(Collected data)
════════════════════
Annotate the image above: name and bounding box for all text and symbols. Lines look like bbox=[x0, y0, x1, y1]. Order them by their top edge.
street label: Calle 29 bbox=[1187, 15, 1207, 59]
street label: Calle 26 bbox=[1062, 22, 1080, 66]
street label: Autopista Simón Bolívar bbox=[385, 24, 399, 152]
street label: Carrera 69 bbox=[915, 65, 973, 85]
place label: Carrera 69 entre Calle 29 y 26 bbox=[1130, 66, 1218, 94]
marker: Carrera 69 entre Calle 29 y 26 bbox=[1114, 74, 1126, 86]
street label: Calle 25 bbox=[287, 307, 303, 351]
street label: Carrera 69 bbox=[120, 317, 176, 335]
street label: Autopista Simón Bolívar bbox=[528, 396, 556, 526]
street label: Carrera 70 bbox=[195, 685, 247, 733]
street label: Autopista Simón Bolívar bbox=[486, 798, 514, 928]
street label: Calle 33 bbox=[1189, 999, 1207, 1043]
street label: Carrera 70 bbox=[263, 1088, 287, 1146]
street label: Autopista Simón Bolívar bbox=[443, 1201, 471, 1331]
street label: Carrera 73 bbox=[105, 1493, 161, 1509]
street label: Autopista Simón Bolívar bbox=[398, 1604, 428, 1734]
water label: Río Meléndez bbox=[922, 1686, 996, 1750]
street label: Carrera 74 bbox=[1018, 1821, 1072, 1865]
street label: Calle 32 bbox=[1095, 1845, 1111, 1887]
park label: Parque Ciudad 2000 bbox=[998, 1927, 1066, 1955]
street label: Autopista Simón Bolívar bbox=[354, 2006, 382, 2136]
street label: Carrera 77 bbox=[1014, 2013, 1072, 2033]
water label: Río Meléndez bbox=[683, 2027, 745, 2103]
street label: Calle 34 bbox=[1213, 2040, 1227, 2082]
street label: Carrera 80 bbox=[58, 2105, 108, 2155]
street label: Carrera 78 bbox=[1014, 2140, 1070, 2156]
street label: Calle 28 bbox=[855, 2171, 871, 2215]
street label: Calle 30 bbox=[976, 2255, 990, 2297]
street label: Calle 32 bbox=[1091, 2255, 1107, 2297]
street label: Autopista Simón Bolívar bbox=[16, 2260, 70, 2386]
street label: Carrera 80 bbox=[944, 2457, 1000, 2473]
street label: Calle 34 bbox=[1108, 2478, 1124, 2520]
════════════════════
» ACTIVITY
Only the lines that contain the string "water" should be copied from the entries above.

» WRITTEN ANSWER
water label: Río Meléndez bbox=[922, 1686, 996, 1750]
water label: Río Meléndez bbox=[683, 2027, 745, 2103]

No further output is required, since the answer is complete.